== To do ==
Using the material below, return exactly the lines between the one holding "function trace(path, color, width, dash)" and the one holding "M 1740,0 L 1780,0 L 1743,36 L 1724,16 Z", inclusive, and no others.

== Data records ==
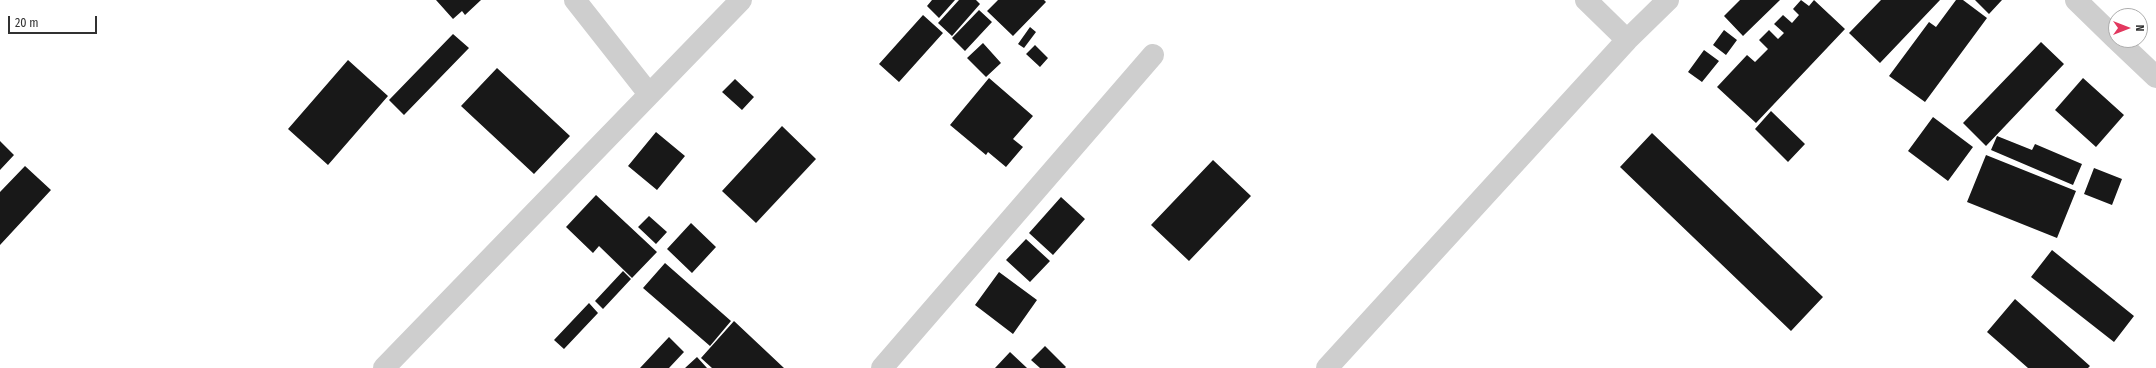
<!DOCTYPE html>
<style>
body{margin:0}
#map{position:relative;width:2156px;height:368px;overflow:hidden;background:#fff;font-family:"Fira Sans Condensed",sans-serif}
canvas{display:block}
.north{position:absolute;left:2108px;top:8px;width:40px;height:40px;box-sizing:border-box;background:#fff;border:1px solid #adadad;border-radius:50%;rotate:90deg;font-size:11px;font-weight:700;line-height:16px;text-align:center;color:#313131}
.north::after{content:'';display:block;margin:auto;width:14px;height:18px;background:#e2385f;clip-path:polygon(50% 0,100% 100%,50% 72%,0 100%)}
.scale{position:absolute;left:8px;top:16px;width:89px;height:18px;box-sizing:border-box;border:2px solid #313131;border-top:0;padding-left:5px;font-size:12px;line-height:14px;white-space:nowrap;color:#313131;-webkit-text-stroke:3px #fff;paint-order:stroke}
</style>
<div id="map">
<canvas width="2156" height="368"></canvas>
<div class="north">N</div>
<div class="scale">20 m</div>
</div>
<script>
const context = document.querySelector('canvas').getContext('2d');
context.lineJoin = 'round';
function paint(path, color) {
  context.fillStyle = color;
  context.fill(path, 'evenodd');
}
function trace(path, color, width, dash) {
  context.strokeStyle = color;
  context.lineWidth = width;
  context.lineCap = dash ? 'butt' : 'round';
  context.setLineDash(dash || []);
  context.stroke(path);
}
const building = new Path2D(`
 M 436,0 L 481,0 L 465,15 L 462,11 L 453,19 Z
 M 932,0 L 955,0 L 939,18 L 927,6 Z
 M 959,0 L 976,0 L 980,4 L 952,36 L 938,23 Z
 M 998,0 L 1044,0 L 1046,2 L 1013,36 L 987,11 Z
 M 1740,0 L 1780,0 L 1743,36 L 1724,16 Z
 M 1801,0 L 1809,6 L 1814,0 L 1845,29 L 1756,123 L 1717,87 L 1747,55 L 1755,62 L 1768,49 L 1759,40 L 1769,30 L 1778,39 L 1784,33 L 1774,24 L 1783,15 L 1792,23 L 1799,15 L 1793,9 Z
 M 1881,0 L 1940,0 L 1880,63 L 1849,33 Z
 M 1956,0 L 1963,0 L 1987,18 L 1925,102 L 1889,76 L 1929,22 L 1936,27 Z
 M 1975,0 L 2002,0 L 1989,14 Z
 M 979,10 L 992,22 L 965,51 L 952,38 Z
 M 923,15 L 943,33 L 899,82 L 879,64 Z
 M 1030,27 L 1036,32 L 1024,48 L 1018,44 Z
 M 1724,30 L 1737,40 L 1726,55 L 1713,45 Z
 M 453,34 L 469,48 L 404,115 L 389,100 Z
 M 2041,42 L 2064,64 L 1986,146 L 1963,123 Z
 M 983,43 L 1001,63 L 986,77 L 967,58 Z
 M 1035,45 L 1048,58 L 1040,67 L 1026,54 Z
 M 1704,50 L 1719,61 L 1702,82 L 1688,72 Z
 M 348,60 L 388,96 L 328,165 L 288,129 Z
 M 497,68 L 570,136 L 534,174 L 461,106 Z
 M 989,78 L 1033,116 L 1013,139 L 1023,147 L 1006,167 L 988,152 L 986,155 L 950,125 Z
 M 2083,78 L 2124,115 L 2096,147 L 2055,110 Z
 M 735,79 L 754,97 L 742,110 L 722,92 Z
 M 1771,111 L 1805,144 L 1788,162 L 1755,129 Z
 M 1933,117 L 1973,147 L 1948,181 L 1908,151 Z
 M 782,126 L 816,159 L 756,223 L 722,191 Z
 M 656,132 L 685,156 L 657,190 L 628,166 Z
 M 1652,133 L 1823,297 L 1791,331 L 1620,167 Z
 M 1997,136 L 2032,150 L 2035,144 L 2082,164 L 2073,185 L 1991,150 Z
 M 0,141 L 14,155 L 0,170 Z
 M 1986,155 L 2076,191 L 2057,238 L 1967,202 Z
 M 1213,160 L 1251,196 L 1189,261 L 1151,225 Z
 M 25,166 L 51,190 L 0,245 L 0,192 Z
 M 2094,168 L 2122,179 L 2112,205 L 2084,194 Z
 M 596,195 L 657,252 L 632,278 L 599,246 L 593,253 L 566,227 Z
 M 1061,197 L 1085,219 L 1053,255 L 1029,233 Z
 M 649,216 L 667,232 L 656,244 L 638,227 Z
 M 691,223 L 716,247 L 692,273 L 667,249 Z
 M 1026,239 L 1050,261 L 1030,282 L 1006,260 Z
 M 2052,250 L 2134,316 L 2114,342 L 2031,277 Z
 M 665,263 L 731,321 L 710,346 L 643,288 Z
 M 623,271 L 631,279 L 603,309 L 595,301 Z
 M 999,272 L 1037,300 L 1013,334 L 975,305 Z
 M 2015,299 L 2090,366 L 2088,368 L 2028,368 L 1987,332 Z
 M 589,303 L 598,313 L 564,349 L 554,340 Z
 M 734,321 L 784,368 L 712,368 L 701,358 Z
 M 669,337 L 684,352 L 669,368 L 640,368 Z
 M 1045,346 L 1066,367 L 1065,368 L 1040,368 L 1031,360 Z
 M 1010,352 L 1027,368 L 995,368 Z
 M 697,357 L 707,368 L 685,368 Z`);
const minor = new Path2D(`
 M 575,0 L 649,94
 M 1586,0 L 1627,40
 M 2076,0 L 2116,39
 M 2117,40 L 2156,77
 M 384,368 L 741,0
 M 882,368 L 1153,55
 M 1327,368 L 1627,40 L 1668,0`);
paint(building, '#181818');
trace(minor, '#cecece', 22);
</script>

...

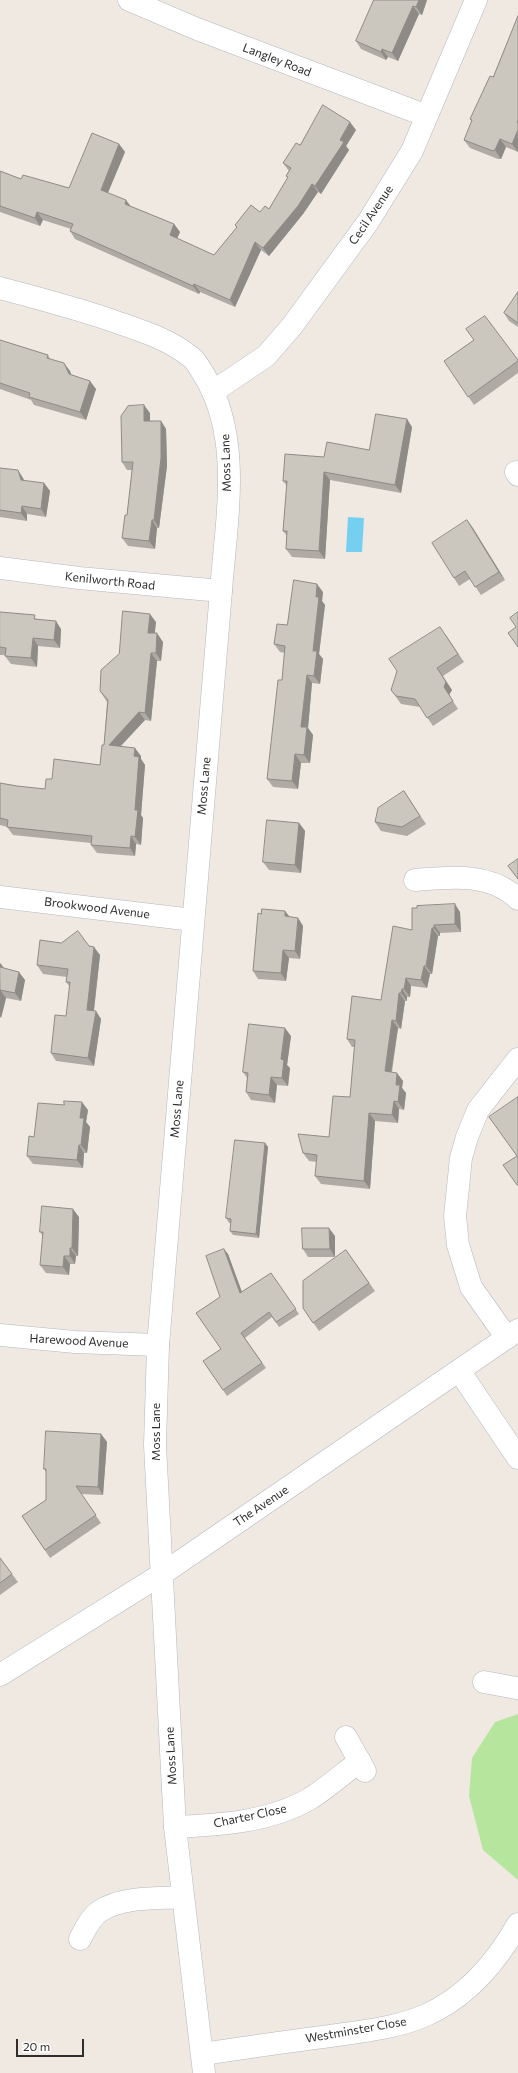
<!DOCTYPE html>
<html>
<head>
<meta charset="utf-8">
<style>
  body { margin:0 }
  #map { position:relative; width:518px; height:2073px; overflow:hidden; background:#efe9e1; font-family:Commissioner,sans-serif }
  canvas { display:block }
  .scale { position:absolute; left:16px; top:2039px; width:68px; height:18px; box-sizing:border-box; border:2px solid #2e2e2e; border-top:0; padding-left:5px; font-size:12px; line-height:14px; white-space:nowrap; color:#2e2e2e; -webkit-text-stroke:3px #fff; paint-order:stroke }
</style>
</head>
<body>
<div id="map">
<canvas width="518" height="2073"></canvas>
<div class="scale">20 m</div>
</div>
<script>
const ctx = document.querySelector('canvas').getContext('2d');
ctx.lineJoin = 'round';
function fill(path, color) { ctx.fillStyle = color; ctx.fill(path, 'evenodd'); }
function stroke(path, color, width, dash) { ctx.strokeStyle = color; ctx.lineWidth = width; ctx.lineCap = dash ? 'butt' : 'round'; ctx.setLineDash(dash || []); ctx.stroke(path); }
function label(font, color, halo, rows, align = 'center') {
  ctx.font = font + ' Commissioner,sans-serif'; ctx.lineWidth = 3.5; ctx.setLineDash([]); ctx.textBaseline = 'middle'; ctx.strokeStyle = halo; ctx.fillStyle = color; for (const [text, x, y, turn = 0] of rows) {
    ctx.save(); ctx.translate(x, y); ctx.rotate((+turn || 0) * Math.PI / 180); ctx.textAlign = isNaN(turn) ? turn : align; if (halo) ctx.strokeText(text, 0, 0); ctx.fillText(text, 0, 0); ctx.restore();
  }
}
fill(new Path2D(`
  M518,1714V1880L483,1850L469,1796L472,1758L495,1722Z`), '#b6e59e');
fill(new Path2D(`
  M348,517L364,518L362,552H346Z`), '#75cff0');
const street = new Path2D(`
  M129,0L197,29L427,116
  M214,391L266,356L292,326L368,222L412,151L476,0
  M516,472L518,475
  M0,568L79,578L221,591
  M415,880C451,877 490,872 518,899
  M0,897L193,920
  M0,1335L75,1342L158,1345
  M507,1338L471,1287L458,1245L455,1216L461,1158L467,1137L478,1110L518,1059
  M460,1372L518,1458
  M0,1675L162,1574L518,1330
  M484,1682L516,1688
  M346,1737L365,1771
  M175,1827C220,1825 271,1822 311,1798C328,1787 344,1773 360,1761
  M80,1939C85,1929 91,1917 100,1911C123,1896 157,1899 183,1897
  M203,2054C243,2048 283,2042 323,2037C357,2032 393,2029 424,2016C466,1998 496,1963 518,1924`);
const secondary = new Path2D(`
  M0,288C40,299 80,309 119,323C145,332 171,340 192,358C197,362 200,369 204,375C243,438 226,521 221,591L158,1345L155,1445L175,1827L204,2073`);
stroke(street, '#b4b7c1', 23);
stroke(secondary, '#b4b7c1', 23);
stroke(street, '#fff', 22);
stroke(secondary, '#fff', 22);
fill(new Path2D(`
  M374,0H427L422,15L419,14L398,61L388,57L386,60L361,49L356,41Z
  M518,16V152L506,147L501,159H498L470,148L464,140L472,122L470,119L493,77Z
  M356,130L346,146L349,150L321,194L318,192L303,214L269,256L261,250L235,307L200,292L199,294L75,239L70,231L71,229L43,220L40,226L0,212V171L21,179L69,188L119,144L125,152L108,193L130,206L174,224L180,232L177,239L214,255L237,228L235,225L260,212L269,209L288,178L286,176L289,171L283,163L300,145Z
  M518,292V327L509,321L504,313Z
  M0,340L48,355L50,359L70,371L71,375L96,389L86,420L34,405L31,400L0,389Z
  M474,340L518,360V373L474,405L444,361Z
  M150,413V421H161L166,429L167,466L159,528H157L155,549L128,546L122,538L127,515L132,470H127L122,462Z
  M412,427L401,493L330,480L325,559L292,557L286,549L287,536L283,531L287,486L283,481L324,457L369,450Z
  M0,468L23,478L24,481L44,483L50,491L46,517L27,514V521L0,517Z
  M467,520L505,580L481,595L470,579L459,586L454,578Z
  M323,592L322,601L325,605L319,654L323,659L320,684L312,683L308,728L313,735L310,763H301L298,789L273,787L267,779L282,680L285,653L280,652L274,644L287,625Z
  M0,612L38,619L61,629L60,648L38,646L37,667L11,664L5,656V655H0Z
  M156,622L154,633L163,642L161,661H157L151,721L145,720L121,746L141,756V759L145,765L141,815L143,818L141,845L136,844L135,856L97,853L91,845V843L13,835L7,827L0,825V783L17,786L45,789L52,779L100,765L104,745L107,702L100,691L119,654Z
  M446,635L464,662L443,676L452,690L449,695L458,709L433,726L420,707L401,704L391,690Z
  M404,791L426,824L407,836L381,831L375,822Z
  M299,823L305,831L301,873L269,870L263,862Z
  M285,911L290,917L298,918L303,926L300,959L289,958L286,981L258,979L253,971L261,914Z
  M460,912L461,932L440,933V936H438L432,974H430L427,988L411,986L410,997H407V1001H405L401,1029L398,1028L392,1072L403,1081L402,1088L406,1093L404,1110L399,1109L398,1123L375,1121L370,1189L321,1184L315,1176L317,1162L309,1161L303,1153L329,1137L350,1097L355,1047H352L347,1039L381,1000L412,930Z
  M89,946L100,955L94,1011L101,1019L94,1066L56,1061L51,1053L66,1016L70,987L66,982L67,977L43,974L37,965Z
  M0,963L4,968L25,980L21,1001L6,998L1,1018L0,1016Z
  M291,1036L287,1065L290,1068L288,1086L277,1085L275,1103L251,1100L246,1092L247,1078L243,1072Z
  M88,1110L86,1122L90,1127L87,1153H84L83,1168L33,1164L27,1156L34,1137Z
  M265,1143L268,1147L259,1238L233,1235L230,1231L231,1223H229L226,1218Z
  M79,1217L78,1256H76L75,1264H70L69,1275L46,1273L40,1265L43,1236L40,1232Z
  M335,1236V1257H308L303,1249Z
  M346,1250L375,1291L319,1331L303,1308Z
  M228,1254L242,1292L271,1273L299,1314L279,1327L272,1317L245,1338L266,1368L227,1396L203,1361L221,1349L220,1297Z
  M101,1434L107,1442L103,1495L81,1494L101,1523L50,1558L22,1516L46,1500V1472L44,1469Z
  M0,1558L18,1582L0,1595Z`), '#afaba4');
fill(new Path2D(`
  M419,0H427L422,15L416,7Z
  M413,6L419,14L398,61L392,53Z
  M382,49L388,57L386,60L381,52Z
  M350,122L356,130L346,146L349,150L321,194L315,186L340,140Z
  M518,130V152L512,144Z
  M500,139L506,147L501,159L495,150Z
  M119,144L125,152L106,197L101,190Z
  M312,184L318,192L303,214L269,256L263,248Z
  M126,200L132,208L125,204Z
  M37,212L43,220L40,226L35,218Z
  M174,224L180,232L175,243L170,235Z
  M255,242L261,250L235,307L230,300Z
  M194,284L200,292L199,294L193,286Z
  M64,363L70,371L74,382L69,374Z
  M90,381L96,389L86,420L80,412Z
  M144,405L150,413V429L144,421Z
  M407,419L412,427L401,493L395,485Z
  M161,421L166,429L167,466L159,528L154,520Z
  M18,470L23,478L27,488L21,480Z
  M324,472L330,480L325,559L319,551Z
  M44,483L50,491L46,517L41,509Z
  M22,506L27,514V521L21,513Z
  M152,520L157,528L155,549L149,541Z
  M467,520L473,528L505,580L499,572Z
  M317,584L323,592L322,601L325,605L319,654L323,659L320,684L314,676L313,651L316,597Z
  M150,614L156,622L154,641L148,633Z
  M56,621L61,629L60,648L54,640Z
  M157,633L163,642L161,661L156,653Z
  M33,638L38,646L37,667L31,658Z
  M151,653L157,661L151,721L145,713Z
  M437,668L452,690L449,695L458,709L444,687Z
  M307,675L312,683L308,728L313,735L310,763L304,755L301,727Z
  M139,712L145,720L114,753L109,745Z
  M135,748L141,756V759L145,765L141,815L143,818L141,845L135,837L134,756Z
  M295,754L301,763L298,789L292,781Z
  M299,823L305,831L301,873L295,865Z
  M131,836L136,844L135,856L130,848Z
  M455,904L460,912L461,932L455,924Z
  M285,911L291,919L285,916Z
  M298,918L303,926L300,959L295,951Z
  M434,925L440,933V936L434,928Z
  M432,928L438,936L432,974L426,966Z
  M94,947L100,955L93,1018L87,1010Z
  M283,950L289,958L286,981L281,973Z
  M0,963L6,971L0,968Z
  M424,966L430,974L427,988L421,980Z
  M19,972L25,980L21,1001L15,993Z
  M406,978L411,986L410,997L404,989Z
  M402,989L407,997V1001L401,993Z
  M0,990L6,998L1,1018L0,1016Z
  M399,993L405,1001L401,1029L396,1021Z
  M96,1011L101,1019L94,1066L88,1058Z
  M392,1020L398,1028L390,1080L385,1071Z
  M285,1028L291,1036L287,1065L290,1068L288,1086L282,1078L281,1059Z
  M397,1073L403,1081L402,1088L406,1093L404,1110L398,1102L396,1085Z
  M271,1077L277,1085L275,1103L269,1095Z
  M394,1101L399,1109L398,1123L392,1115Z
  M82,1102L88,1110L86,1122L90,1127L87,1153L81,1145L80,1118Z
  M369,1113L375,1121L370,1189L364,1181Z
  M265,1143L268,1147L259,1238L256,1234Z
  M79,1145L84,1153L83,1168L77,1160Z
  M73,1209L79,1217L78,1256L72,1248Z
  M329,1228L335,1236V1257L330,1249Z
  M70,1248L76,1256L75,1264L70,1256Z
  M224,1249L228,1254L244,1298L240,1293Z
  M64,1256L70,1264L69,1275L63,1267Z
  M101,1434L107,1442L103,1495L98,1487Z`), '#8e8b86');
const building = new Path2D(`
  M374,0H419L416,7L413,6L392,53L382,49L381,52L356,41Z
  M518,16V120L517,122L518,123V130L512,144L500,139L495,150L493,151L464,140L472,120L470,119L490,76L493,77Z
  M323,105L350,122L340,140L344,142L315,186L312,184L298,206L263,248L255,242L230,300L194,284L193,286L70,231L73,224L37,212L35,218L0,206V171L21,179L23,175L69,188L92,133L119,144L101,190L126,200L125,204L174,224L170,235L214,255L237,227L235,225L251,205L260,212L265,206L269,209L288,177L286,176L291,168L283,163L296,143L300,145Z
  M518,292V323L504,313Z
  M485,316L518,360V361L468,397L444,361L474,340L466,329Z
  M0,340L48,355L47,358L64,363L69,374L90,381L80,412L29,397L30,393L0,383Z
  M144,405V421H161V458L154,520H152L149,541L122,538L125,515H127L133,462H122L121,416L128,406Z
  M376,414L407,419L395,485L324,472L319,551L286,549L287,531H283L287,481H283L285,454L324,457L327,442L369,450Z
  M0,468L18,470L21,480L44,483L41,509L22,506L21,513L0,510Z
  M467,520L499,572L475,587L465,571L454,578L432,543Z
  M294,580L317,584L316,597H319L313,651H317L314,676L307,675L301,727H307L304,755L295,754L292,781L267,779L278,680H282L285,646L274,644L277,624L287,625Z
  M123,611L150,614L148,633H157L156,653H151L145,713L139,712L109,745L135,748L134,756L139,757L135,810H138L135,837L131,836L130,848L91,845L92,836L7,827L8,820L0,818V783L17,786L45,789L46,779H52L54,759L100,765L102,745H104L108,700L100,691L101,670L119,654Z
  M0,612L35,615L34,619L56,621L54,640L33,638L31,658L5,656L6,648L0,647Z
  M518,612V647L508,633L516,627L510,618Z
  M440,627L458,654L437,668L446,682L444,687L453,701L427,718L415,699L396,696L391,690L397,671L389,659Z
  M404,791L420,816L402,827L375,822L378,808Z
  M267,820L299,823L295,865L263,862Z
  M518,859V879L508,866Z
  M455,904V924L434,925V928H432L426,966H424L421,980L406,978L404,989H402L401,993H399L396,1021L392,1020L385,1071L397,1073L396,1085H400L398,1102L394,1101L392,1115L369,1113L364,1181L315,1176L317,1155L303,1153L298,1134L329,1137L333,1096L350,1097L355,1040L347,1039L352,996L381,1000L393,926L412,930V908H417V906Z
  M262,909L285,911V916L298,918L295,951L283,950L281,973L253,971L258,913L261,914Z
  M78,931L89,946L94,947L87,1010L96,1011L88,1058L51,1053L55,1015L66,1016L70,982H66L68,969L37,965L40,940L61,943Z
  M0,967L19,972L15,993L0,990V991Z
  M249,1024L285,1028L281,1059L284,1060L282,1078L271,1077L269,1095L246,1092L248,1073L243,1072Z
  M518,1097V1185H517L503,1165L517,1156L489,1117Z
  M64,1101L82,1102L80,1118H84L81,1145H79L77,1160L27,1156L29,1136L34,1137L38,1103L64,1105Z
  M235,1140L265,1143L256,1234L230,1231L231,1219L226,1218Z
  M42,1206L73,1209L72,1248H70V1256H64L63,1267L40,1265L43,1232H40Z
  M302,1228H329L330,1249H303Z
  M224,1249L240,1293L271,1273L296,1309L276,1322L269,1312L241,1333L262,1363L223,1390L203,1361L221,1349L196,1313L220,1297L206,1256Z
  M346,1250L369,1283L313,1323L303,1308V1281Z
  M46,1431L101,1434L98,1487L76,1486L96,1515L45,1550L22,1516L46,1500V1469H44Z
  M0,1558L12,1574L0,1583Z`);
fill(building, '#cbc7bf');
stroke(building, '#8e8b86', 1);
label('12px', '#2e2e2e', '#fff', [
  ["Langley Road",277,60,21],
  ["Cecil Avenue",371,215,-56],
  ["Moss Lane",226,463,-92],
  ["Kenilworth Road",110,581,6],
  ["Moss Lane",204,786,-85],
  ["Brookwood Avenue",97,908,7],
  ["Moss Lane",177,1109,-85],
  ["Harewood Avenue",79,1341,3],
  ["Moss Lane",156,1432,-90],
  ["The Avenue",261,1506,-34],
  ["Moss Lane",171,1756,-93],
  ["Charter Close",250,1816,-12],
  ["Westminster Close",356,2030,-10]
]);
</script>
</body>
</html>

== Response ==
function trace(path, color, width, dash) {
  context.strokeStyle = color;
  context.lineWidth = width;
  context.lineCap = dash ? 'butt' : 'round';
  context.setLineDash(dash || []);
  context.stroke(path);
}
const building = new Path2D(`
 M 436,0 L 481,0 L 465,15 L 462,11 L 453,19 Z
 M 932,0 L 955,0 L 939,18 L 927,6 Z
 M 959,0 L 976,0 L 980,4 L 952,36 L 938,23 Z
 M 998,0 L 1044,0 L 1046,2 L 1013,36 L 987,11 Z
 M 1740,0 L 1780,0 L 1743,36 L 1724,16 Z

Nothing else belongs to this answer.